On Mon, Sep 13 2021 at 13:01, Sohil Mehta wrote:
Add a new system call to allow applications to block in the kernel and wait for user interrupts.
<The current implementation doesn't support waking up from other blocking system calls like sleep(), read(), epoll(), etc.
uintr_wait() is a placeholder syscall while we decide on that behaviour.>
Which behaviour? You cannot integrate this into [clock_]nanosleep() by any means or wakeup something which is blocked in read(somefd) via SENDUIPI.
What you can do is implement read() and poll() support for the uintrfd. Anything else is just not going to fly.

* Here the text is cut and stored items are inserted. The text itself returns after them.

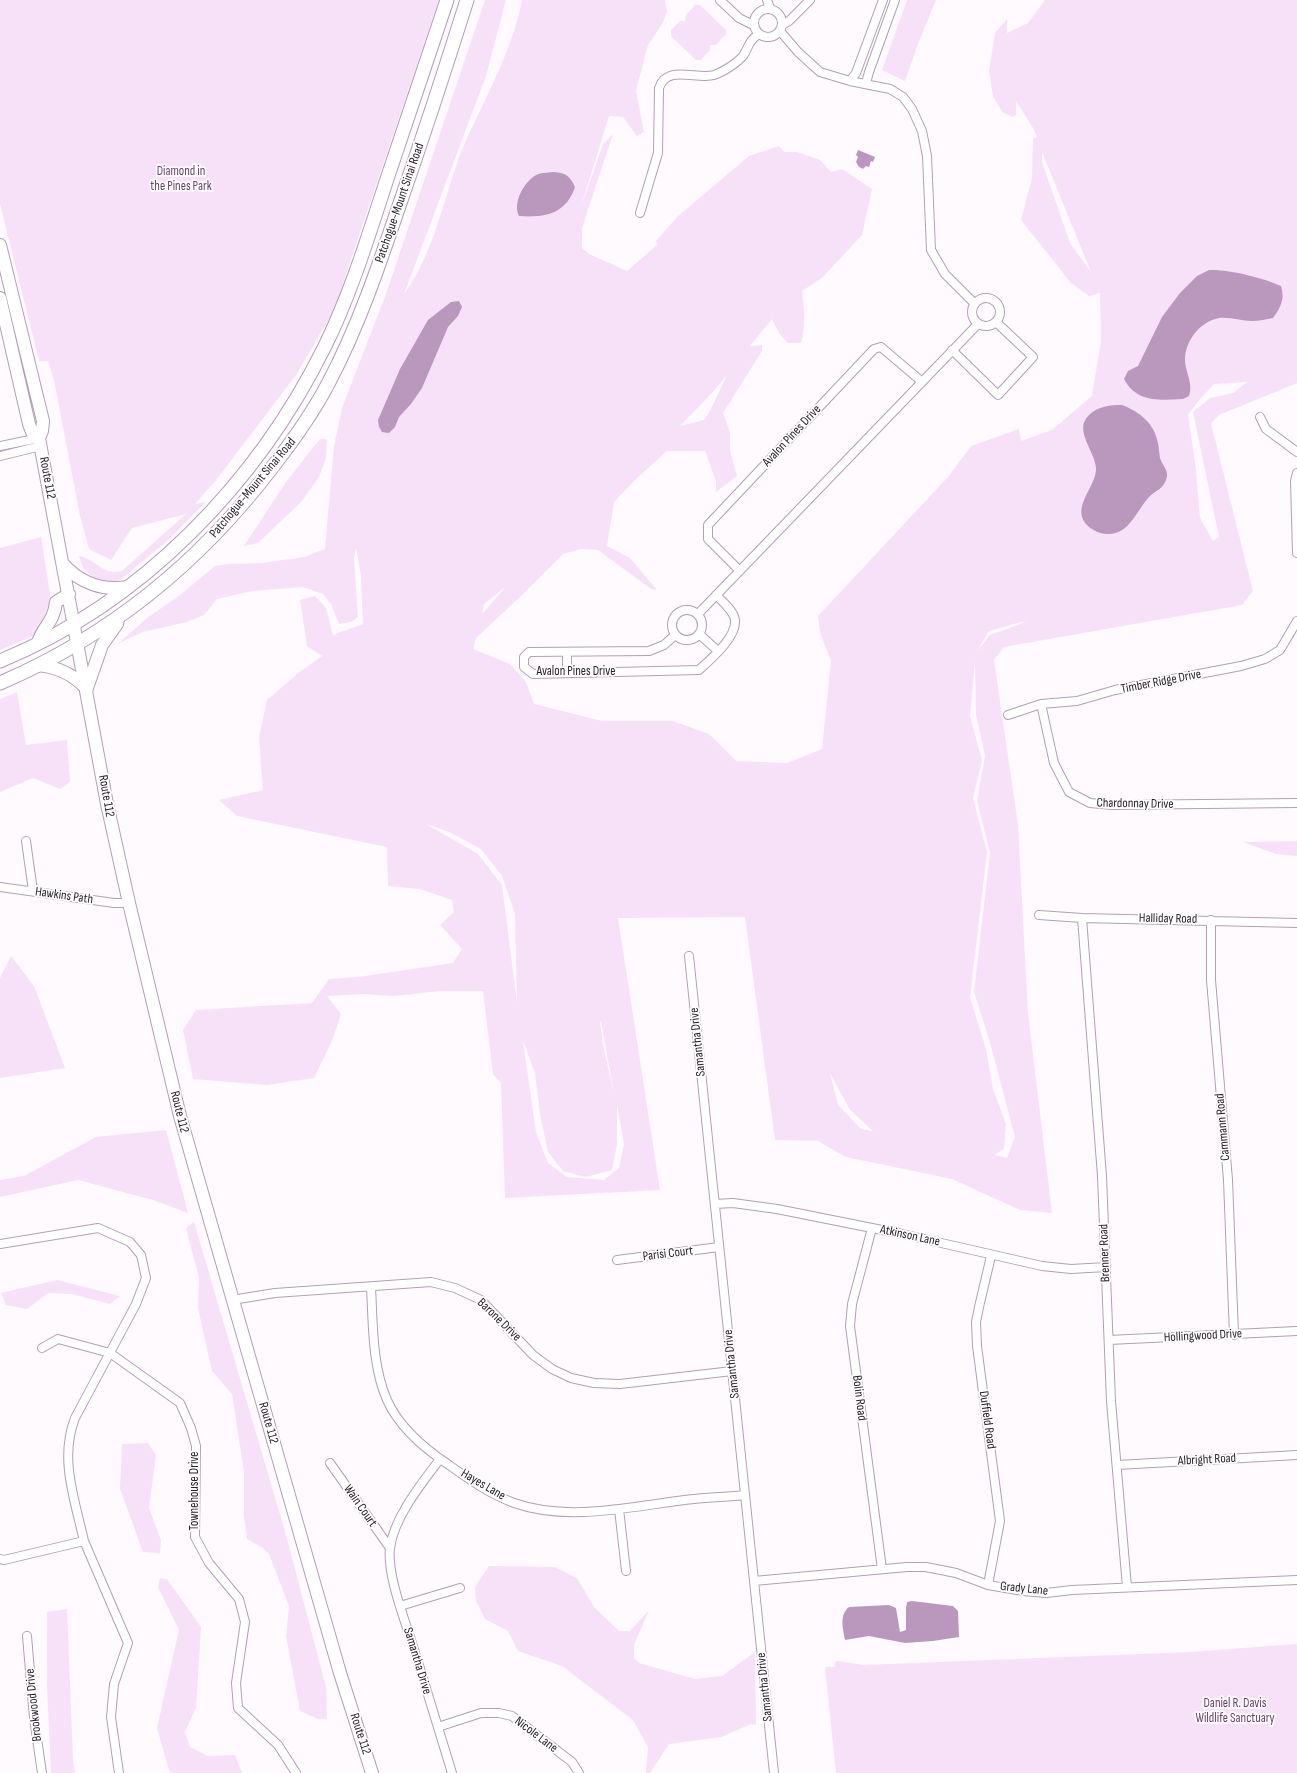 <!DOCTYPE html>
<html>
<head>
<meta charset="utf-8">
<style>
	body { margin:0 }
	canvas { display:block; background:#fefafe }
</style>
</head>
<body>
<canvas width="1297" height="1773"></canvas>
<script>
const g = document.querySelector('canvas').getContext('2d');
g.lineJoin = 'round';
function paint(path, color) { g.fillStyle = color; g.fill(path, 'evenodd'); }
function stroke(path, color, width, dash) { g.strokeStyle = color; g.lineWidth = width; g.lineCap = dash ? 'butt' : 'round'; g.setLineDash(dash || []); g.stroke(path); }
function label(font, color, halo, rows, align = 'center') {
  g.font = font + ' "Sofia Sans Condensed",sans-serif'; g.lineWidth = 3.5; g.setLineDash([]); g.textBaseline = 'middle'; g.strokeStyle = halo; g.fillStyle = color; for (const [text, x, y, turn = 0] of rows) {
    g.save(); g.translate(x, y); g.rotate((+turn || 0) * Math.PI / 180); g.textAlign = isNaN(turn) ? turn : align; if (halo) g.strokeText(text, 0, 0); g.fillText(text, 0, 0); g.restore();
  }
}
const green = new Path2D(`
	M0,0H439L347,271L337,305L296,375L217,479L195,504L206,502L165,543L120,580L111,583L92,581L93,578L83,568L79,556C97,559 104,578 123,570L186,514L132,528L111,560L89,549L80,516L54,380L48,361H39L0,204Z
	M485,0H506L486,76L404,294C435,252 443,198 462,150C483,101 512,53 522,0H665L667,12L662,24L648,45L636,91L644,132L637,136L623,117L609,116L580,210L603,144L613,134L582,228V248L589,254L627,271L657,245L656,241L677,217L749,156L779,146L784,152H797L820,160L831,172L842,169L872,189L862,235L823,277L802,291C804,308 806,326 801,343H788L779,333L772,319L750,346L762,345V351L723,413L730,432V451L737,476L716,492V481L705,451H667L637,478L614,502L607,546L630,558L657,590L651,589L598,550L581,549L563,554L521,596L476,638L473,649L510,664L526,682L534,704L602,721H673L709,734L736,761L787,763L822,749L831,661L820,632L818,616L948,477L971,446L1019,429L1021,441L1052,430L1092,396L1101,341L1100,293L1089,296L1071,283L1021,220L1032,178L1033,139L1037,137L1033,128L1016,101V115L1013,117L1002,112L993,96L989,71L995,33L1007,19V33L1028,23L1045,0H1297V383L1219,415L1211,423L1253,591L1242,605L1004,647L994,660L1018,825L1028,1013L1052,1213L1020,1210L952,1179L846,1157L818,1141L775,1140L745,917L618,918L660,1190L505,1198L501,1083L493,1074L483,991H440L394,996L362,994L327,996L341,1014L332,1041L314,1078L267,1085L193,1079L183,1030L196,1010L312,1003L329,979L358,977L453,963L462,949L440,925L454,912L452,900L420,889L388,886L387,847L237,816L219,800L263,790L259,738L267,700L297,674L322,656L307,646L300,600L315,596L326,608L333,635L363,624L361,576L356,548L354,558L358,617L351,622L339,624L331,604L323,594L303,587L252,591L217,599L204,615L187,622L143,632L119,643L147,618L180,595L215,566L228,564L262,563L304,557L325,549L334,446L342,408L386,294ZM1042,152L1091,272L1070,243L1042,162ZM727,375L710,411L704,420L680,426L711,394ZM1247,382L1233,393L1210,398L1193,412L1219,537L1213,541L1200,518L1196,470L1188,415L1200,399L1214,384ZM504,588V589L482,614L484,604ZM1021,622H1026L990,635L977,651L989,631ZM975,661L976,715L985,756L977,801L990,853L974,992L991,1046L1015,1137L1007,1158L994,1155L1004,1149L1006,1124L993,1089L986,1049L970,997L987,852L973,798L982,760L970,716ZM426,824L449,832L481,849L502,876L515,914L517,1003L502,885L478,854ZM600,1021H601L614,1094L603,1045ZM523,1041L535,1073L540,1114L548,1152L563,1171L586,1177L612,1170L617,1144V1105L624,1144L619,1168L604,1180L567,1177L548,1163L536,1132ZM830,1073L850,1110L873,1131L861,1129L838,1105Z
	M907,0H936L918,44L905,81L882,70Z
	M695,5H700L726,30V34L716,45H710V50L701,60H696L671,36V30L680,21H685L686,15Z
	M320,439H327L326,458L319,477L301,502L258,543L244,546L286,482Z
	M41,537L51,600L36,635L0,650V548Z
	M17,692L26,745L67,740L70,782L60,789L33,778L0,792V699Z
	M1297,841V856L1276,854L1243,842Z
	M11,956L34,986L65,1068L0,1078V978Z
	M166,1130L188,1213L153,1200L78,1180L0,1197V1180L24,1176L96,1137Z
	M194,1222L286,1535L326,1687L327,1719H318L300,1711L286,1636L289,1606L269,1554L263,1548L247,1539L244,1516V1472L232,1394L212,1371L198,1308L199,1278L186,1228Z
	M57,1280L120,1296L110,1304L72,1294L48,1293L27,1309L6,1305L1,1293Z
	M148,1443L156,1455L149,1508L161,1540L160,1553L143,1552L120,1489L122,1444Z
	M489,1566L555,1567L577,1578L594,1607L619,1631H630L649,1610L634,1645V1658L639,1663L695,1679L722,1676L755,1652L756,1725L751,1724L721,1737L669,1744L650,1773H646L648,1747L633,1720L562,1666L518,1651L508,1631L485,1619L476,1601L475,1587Z
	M160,1578L167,1579L201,1627L196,1708L185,1732L190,1747L208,1756L235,1755L242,1773H170L157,1728L179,1630L158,1587Z
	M67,1609L73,1759L75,1773H51L47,1686V1612Z
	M1297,1644V1773H836L825,1667H834L836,1661L864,1665L1190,1652Z`);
const water = new Path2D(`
	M858,150L875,157L873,162L871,161L869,167L866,166L863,169L859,167L856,162L858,157L856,155Z
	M554,172C566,173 570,176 575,187C566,214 545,218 519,216C513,203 522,186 533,177C539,172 547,173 554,172Z
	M1209,270C1228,269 1264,278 1281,286C1285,299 1281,307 1273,318C1266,319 1260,321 1252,321C1241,321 1230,317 1219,318C1200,322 1187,339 1185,357C1184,371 1194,382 1189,396L1183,399C1159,400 1137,403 1124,379L1128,371L1138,366L1162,317L1180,293L1197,276Z
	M459,301L462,307L458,316L448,327L422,388L411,404L399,417L395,427L389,433L382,432L379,427L378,420L400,369L428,320L451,302Z
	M1122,405C1140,412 1154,423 1158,443C1159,448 1159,453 1160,458C1162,465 1170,471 1166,480C1163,489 1155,491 1149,497C1136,511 1129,536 1106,534C1100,534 1093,530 1089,527C1068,509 1097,487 1096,468C1095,451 1073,430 1089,415C1098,406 1110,405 1122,405Z
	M912,1601L953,1606L958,1611L959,1637L933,1641L905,1643L869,1636L845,1640C843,1628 839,1615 849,1607L889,1605L896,1608L900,1632L906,1630V1608L907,1602Z`);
const minor = new Path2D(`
	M720,0L739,18L753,25
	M767,0L770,8
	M754 23a14 14 0 1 1 28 0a14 14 0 1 1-28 0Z
	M782,25L789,21L810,0
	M780,31L798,52L820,72L850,81L890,89L903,97L912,109L922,131L927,156L931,250L945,274L975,304
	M850,81L856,73L883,0
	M866,83L869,72L895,0
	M640,213L658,153L659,88C667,64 697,80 714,75C723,72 737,63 743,56C749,47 748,41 759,34
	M972 312a14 14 0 1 1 28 0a14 14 0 1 1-28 0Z
	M952,350L998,395L1033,357L996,322
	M1260,417L1266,429L1297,452
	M0,446L39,438
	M0,456L41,446
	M1297,473L1295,481L1297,553
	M739,570L708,539V525L874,349L881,347L921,381
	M672 625a15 15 0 1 1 30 0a15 15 0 1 1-30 0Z
	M698,614L978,324
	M699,634L718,651
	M675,635L664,645L649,651L529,652L524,657V667L533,674L699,670C711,659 737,637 735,620C734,611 722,601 716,595
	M567,652V673
	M1041,704L1054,763L1069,792L1090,803L1112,805L1297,803
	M1008,715L1041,704L1077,701L1115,690L1241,666L1265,659L1280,650L1297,621
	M26,841L33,891
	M0,887L114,903H129
	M1039,915L1082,918L1297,923
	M1082,918L1102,1176L1111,1401L1127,1587
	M1211,920V980L1228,1180L1234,1335
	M689,956L774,1773
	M715,1204L733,1203L777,1209L902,1234L1042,1266L1071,1269L1106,1267
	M872,1228L852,1304L850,1326L882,1569
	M0,1244L98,1228L130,1242L141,1255L146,1278L136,1304L75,1418C59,1459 75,1500 84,1541
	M617,1260L719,1247
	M371,1287C373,1323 372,1366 387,1400C399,1427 425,1449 449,1465C470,1480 490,1494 514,1503C571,1523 636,1505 694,1499C711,1497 728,1497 745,1495
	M232,1300L275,1293L431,1282L455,1288L481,1300L533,1355L552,1369L571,1378L594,1383L620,1384L732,1371
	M1109,1340L1297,1331
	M42,1348L58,1339L110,1353L180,1403L191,1428L196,1446L195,1537L209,1563L239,1599L245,1622L236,1683L238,1708L278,1745L296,1773
	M440,1459C422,1483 394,1517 390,1548C387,1574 403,1615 411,1640C425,1684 438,1728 452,1773
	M330,1463L390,1548
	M1117,1465L1297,1455
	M619,1509L626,1571
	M0,1559L4,1560L84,1541L128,1643L114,1684L111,1717L119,1773
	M754,1581L907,1567H926L956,1573L988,1585L1023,1591L1046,1593L1072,1590L1297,1580
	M988,1585L1000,1521L977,1346L976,1322L979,1307L991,1256
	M400,1606L460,1588
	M27,1636L34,1718L42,1773
	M438,1727L481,1713H499L512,1716L572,1762L579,1773`);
const primary = new Path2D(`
	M0,245L43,421L42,431L39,438L107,804L129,903L180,1116L340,1673L372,1773
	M0,298L29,424L32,432L39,438
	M63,564C80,583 103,591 128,587
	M38,643C42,627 54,623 56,602L69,594
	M38,665C58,667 73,674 87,689
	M87,688L102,645L117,624L118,618`);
const trunk = new Path2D(`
	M0,661C142,603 258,482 325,346C351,293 368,237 386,182C406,121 427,61 447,0
	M0,683C110,636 202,560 274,465C295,438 314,411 329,382C358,327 378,268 398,209C422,140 445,70 467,0`);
const parkNames = [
	["Diamond in",181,172],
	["the Pines Park",181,187],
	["Daniel R. Davis",1235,1704],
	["Wildlife Sanctuary",1235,1719]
];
const streetNames = [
	["Patchogue-Mount Sinai Road",400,203,-71],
	["Avalon Pines Drive",792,436,-47],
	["Route 112",47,478,79],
	["Patchogue-Mount Sinai Road",253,488,-50],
	["Avalon Pines Drive",576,672],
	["Timber Ridge Drive",1161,682,-11],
	["Route 112",106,796,80],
	["Chardonnay Drive",1135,804,1],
	["Hawkins Path",64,896,8],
	["Halliday Road",1168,919,1],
	["Samantha Drive",698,1042,-96],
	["Route 112",179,1112,76],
	["Cammann Road",1223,1127,-95],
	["Atkinson Lane",910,1236,12],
	["Brenner Road",1105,1253,-92],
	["Parisi Court",668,1254,-7],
	["Barone Drive",499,1320,44],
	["Hollingwood Drive",1203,1336,-3],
	["Samantha Drive",732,1364,-96],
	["Bolin Road",859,1398,83],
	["Duffield Road",987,1420,82],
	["Route 112",268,1423,74],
	["Albright Road",1207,1460,-3],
	["Hayes Lane",483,1485,30],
	["Townehouse Drive",195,1491,-90],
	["Wain Court",360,1506,55],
	["Grady Lane",1024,1589,6],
	["Samantha Drive",417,1661,73],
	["Samantha Drive",765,1687,-96],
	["Brookwood Drive",34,1705,-96],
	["Route 112",360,1734,72],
	["Nicole Lane",536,1735,37]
];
paint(green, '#f7e1f9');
paint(water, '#ba98bd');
stroke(minor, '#b49fb6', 10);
stroke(primary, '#b49fb6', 14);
stroke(trunk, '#b49fb6', 15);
stroke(minor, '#fff', 8);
stroke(primary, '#fff', 12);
stroke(trunk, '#fff', 13);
label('13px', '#6a3d6f', '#fff', parkNames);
label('13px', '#29212a', '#fff', streetNames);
</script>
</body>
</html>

Adding support for read/poll is pretty much a straight forward variant of a correctly implemented wait()/wakeup() mechanism.
While poll()/read() support might be useful and poll() also provides a timeout, having an explicit (timed) wait mechanism might be interesting.
But that brings me to an interesting question. There are two cases:
1) The task installed a user space interrupt handler. Now it want's to play nice and yield the CPU while waiting.
So it needs to reinstall the UINV vector on return to user and update UIRR, but that'd be covered by the existing mechanism. Fine.
2) Task has no user space interrupt handler installed and just want's to use that wait mechanism.
What is consuming the pending bit(s)?
If that's not a valid use case, then the wait has to check for that and reject the syscall with EINVAL.
If it is valid, then how are the pending bits consumed and relayed to user space?
The same questions arise when you think about implementing poll/read support simply because the regular poll/read semantics are:
poll waits for the event and read consumes the event
which would be similar to #2 above, but with an installed user space interrupt handler the return from the poll system call would consume the event immediately (assumed that UIF is set).